- [Problem details]
Only the lines from the first line of the entries through the line with "translate:-50% -50%; white-space:nowrap;" belong in the answer, each restated word for word and without pictures.

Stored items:
▼▼▼

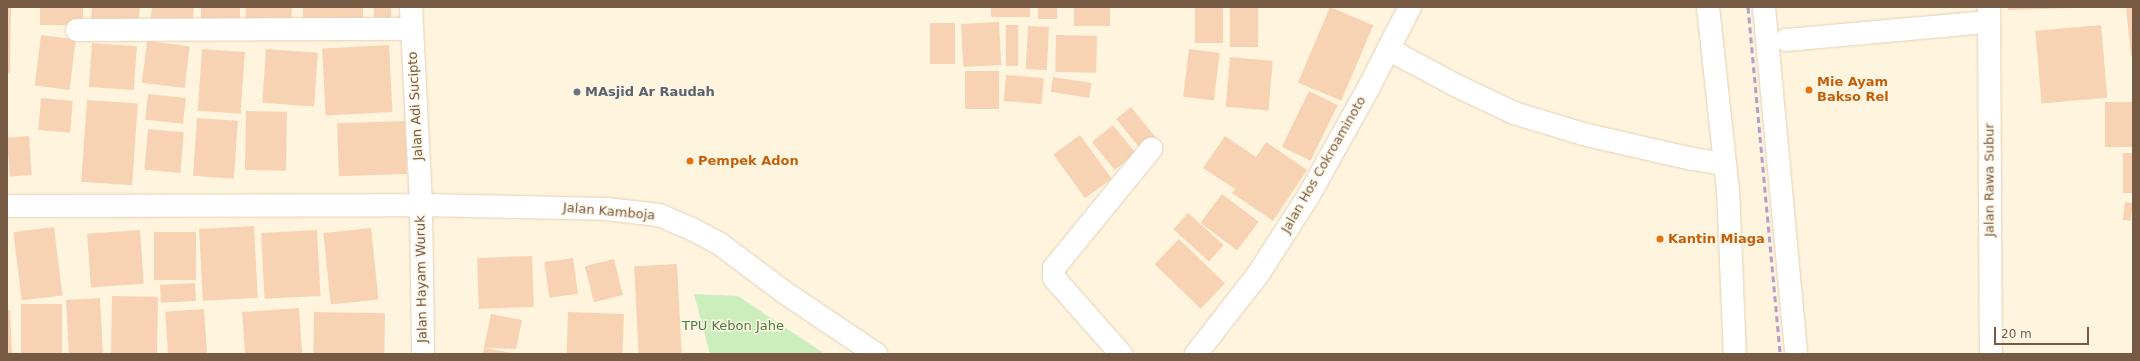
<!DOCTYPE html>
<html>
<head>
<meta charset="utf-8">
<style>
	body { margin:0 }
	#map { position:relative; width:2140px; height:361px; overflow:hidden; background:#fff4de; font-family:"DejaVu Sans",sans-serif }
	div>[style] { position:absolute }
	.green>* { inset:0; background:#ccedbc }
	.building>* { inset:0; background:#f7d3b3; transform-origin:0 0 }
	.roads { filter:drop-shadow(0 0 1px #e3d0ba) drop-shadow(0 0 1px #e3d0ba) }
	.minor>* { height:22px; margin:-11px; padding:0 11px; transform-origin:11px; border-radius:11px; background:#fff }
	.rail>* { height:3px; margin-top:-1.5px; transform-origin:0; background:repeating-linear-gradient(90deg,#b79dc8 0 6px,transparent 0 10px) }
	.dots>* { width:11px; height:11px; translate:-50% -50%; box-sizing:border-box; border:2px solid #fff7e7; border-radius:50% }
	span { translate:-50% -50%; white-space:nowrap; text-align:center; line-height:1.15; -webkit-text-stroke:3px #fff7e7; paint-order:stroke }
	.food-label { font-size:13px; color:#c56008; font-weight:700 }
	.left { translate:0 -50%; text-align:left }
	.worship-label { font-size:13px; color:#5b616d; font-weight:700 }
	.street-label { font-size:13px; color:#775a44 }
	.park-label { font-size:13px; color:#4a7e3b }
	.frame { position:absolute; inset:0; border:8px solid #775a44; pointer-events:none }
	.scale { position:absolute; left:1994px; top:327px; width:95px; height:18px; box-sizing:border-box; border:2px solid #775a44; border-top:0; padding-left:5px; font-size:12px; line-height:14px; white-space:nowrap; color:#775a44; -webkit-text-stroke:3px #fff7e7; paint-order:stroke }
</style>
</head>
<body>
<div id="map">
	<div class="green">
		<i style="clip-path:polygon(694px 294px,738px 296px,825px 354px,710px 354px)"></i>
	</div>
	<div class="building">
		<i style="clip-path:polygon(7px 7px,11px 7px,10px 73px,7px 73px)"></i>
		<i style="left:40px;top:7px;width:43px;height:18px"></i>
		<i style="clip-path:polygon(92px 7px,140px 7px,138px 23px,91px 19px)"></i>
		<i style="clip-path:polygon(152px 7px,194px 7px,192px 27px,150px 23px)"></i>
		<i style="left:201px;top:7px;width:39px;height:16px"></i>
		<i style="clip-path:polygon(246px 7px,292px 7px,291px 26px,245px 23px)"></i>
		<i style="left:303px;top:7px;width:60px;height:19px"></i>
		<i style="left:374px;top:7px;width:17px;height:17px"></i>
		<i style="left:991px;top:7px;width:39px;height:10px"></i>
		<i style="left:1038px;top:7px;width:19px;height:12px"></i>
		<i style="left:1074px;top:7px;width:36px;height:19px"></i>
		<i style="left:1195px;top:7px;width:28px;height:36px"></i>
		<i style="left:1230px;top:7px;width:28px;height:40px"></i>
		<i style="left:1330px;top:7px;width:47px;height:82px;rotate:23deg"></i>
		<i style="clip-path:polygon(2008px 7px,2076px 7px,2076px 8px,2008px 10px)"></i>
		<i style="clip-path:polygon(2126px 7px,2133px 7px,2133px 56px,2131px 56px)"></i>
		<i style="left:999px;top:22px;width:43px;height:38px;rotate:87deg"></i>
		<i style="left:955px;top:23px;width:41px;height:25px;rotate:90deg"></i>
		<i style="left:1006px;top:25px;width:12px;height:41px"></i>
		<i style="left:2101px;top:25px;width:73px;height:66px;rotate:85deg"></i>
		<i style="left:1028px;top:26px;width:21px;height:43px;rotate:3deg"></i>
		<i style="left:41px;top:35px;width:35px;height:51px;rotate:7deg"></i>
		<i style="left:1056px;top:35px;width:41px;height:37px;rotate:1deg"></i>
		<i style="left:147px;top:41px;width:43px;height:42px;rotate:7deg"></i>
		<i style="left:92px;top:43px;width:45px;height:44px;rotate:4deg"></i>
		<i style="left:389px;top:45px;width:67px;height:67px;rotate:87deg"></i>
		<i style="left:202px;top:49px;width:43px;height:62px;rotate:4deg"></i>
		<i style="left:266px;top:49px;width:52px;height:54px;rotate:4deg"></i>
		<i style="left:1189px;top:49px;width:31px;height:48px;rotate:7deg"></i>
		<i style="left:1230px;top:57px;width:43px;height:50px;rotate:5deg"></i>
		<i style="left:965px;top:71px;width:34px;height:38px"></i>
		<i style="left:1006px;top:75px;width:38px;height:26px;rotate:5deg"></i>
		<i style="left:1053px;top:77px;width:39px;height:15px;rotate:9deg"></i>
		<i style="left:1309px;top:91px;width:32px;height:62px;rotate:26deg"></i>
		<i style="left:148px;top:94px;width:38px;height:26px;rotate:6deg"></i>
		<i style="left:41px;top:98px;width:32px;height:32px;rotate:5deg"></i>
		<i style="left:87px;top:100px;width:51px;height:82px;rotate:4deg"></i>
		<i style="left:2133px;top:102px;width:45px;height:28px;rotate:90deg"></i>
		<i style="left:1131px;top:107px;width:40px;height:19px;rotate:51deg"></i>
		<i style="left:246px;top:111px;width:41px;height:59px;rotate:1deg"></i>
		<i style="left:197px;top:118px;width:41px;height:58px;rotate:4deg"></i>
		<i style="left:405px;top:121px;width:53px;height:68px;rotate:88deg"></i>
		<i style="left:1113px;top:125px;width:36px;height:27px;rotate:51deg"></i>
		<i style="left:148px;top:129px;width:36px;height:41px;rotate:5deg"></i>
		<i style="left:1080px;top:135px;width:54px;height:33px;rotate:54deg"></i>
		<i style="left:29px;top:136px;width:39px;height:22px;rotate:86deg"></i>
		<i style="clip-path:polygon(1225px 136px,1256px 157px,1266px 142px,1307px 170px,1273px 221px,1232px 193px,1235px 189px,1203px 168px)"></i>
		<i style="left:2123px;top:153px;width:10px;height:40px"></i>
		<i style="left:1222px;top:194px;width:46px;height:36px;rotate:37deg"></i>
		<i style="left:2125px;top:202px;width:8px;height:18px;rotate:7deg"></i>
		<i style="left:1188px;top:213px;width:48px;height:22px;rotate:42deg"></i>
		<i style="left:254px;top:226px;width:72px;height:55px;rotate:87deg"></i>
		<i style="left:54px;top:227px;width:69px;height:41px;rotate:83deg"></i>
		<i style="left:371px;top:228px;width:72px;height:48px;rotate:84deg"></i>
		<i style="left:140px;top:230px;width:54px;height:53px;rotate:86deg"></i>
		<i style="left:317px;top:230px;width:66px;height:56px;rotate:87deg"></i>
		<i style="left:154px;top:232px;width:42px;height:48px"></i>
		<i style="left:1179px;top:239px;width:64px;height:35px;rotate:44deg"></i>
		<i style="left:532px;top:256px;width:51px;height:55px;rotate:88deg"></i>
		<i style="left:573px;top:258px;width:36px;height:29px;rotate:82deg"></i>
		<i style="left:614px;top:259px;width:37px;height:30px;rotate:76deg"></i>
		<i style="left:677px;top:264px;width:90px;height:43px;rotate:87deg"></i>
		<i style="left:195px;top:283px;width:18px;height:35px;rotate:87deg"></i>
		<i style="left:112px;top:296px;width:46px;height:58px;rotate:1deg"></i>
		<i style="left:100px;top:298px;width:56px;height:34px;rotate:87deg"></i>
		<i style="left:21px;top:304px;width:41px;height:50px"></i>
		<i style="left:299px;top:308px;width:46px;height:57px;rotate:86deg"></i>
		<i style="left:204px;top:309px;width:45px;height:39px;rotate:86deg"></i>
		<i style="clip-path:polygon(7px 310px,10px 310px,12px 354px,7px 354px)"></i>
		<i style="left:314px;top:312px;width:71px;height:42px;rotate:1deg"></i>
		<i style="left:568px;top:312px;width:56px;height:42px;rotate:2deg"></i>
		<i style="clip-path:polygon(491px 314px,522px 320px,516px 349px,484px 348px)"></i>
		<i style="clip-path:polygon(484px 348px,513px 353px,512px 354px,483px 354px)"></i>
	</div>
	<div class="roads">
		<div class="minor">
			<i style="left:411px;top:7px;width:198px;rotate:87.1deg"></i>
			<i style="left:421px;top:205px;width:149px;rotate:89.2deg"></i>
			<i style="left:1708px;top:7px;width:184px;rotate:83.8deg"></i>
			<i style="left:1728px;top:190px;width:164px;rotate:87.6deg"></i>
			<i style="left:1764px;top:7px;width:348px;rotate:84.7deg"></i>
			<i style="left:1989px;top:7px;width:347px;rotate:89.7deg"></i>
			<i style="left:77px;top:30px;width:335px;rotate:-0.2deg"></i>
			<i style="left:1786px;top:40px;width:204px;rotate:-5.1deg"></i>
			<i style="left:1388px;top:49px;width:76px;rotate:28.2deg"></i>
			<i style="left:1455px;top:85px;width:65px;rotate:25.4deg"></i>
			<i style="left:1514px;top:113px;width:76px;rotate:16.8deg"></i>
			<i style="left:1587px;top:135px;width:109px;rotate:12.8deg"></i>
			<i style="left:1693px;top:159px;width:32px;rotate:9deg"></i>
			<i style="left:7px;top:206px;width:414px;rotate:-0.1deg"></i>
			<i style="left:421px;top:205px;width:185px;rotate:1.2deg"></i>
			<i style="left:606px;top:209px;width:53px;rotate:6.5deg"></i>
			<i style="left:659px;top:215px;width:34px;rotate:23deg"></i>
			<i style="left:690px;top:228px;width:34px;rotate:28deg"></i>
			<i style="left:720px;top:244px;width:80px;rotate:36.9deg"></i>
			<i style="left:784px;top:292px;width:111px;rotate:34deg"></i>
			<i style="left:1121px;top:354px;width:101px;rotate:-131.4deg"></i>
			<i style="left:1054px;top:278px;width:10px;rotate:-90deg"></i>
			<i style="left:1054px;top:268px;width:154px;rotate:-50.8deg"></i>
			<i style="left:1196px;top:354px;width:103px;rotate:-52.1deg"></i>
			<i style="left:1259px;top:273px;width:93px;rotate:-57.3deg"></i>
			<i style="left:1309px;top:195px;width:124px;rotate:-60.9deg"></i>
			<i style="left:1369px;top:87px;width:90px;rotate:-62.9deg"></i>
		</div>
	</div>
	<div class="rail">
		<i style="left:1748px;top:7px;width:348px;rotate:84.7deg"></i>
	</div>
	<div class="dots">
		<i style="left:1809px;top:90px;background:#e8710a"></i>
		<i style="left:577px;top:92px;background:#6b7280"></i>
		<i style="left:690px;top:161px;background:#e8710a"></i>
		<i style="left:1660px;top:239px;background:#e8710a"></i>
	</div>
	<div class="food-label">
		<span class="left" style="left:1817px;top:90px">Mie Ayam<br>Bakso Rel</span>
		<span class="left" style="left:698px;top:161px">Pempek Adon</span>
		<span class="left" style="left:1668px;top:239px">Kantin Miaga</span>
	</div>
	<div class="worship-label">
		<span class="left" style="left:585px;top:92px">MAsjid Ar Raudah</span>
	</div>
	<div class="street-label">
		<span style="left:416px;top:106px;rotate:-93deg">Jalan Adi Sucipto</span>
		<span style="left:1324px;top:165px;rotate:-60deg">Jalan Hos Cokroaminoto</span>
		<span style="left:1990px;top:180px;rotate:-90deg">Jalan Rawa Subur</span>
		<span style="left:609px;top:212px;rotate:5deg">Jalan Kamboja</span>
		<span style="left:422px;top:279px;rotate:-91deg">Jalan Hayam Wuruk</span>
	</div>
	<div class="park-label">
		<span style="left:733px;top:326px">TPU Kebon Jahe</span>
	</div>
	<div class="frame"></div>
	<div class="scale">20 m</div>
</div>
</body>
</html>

▲▲▲

- [Answer to this task]
<!DOCTYPE html>
<html>
<head>
<meta charset="utf-8">
<style>
	body { margin:0 }
	#map { position:relative; width:2140px; height:361px; overflow:hidden; background:#fff4de; font-family:"DejaVu Sans",sans-serif }
	div>[style] { position:absolute }
	.green>* { inset:0; background:#ccedbc }
	.building>* { inset:0; background:#f7d3b3; transform-origin:0 0 }
	.roads { filter:drop-shadow(0 0 1px #e3d0ba) drop-shadow(0 0 1px #e3d0ba) }
	.minor>* { height:22px; margin:-11px; padding:0 11px; transform-origin:11px; border-radius:11px; background:#fff }
	.rail>* { height:3px; margin-top:-1.5px; transform-origin:0; background:repeating-linear-gradient(90deg,#b79dc8 0 6px,transparent 0 10px) }
	.dots>* { width:11px; height:11px; translate:-50% -50%; box-sizing:border-box; border:2px solid #fff7e7; border-radius:50% }
	span { translate:-50% -50%; white-space:nowrap; text-align:center; line-height:1.15; -webkit-text-stroke:3px #fff7e7; paint-order:stroke }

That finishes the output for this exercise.